▶ _Problem to solve_:
Check every line of the data below for the string "Novruz", and copy the ones that hold it.

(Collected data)

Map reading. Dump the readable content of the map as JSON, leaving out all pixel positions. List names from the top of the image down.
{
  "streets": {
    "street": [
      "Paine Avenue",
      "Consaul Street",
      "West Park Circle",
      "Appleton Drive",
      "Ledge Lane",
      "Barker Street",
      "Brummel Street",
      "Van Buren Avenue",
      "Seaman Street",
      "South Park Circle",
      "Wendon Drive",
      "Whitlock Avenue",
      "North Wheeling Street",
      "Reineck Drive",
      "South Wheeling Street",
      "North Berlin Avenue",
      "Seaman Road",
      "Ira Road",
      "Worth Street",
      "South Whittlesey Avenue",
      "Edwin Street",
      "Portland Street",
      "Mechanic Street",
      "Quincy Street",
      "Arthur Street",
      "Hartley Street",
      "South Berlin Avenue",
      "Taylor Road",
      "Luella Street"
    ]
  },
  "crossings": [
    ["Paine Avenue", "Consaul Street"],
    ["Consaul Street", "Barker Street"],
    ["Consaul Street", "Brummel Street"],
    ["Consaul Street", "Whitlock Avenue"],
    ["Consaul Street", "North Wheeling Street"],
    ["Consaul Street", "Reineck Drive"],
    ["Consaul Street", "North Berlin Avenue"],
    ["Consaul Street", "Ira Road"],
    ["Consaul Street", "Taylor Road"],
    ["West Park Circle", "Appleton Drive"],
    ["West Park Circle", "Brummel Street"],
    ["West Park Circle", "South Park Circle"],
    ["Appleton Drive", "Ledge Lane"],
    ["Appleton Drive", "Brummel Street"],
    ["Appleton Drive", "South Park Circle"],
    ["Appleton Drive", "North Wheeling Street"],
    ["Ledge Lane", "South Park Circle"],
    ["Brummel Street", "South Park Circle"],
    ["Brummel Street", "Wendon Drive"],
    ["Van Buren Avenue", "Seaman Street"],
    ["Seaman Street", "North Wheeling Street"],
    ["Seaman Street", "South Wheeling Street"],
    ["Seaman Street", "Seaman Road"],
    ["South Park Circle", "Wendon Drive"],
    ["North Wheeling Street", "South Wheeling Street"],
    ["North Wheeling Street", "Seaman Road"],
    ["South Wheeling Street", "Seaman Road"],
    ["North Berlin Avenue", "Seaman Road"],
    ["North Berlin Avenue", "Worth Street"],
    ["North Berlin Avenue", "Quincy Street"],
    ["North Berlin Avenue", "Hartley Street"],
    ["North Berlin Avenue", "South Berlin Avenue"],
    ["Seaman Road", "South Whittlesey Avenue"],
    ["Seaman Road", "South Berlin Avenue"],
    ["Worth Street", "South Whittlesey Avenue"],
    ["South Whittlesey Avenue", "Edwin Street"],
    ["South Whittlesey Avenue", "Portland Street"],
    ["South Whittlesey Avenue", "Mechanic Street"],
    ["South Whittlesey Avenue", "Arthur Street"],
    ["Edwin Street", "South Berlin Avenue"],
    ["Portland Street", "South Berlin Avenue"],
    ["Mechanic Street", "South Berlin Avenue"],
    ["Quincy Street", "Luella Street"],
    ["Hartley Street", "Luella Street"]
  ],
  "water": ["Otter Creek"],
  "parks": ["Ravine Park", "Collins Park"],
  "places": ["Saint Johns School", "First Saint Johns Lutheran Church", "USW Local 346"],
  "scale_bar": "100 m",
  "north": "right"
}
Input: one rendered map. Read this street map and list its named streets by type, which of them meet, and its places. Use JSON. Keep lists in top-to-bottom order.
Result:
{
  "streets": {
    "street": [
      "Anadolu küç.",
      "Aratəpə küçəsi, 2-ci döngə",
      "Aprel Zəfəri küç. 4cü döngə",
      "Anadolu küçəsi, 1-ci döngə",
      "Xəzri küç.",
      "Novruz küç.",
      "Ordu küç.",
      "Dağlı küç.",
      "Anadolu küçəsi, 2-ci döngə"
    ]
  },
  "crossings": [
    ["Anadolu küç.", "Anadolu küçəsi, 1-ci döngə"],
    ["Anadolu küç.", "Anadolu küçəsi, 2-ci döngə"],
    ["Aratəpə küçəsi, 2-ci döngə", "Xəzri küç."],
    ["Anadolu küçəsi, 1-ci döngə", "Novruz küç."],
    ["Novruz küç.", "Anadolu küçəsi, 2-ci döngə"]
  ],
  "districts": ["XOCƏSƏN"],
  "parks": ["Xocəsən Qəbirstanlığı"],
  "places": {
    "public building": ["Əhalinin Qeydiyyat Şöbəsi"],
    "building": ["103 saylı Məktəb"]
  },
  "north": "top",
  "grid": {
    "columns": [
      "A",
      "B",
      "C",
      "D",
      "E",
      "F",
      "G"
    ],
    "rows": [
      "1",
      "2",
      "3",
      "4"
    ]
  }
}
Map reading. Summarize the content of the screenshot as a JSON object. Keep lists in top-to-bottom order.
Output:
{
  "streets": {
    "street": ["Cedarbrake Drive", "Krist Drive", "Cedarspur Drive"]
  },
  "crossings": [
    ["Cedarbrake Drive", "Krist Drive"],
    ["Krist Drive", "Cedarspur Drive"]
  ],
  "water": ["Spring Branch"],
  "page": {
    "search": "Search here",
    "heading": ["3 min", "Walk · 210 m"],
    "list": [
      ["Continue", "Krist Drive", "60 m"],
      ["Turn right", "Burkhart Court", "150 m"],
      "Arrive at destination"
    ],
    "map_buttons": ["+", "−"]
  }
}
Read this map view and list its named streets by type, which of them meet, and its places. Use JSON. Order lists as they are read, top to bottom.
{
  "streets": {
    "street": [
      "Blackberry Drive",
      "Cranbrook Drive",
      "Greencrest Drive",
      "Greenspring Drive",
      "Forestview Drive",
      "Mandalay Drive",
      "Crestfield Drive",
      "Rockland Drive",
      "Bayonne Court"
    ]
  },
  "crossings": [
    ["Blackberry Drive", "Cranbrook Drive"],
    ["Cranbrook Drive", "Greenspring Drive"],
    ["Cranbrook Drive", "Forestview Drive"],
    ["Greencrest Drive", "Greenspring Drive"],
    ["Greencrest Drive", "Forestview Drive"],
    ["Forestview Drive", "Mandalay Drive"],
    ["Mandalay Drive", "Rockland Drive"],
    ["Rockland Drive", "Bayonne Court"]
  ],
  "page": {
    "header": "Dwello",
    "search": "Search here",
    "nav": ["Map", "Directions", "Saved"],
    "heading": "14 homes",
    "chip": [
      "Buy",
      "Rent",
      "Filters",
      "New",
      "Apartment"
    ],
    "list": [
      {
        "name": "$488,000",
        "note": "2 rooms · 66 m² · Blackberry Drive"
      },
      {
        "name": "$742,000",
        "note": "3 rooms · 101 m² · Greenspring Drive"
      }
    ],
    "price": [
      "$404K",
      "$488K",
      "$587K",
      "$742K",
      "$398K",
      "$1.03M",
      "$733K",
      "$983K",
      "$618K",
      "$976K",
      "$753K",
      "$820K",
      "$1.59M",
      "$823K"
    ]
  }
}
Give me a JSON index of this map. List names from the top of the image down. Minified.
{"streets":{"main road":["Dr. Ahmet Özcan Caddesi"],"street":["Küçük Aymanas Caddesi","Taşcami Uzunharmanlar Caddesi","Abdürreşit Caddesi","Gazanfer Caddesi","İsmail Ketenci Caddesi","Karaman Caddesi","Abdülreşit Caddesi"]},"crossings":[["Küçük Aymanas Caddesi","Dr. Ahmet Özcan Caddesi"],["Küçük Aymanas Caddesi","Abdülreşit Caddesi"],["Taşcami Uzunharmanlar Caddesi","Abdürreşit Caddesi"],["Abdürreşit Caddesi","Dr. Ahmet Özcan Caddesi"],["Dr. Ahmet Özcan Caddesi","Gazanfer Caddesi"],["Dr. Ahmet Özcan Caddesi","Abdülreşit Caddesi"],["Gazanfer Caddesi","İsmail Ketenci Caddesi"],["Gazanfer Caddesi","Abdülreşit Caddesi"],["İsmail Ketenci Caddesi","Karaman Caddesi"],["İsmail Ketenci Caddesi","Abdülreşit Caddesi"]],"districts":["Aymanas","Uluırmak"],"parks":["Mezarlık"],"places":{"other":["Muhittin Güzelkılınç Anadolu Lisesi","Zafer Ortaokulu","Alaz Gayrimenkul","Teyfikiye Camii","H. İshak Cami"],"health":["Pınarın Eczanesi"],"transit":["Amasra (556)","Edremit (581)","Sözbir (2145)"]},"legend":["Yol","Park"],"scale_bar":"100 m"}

▶ _Answer to this task_:
      "Novruz küç.",
    ["Anadolu küçəsi, 1-ci döngə", "Novruz küç."],
    ["Novruz küç.", "Anadolu küçəsi, 2-ci döngə"]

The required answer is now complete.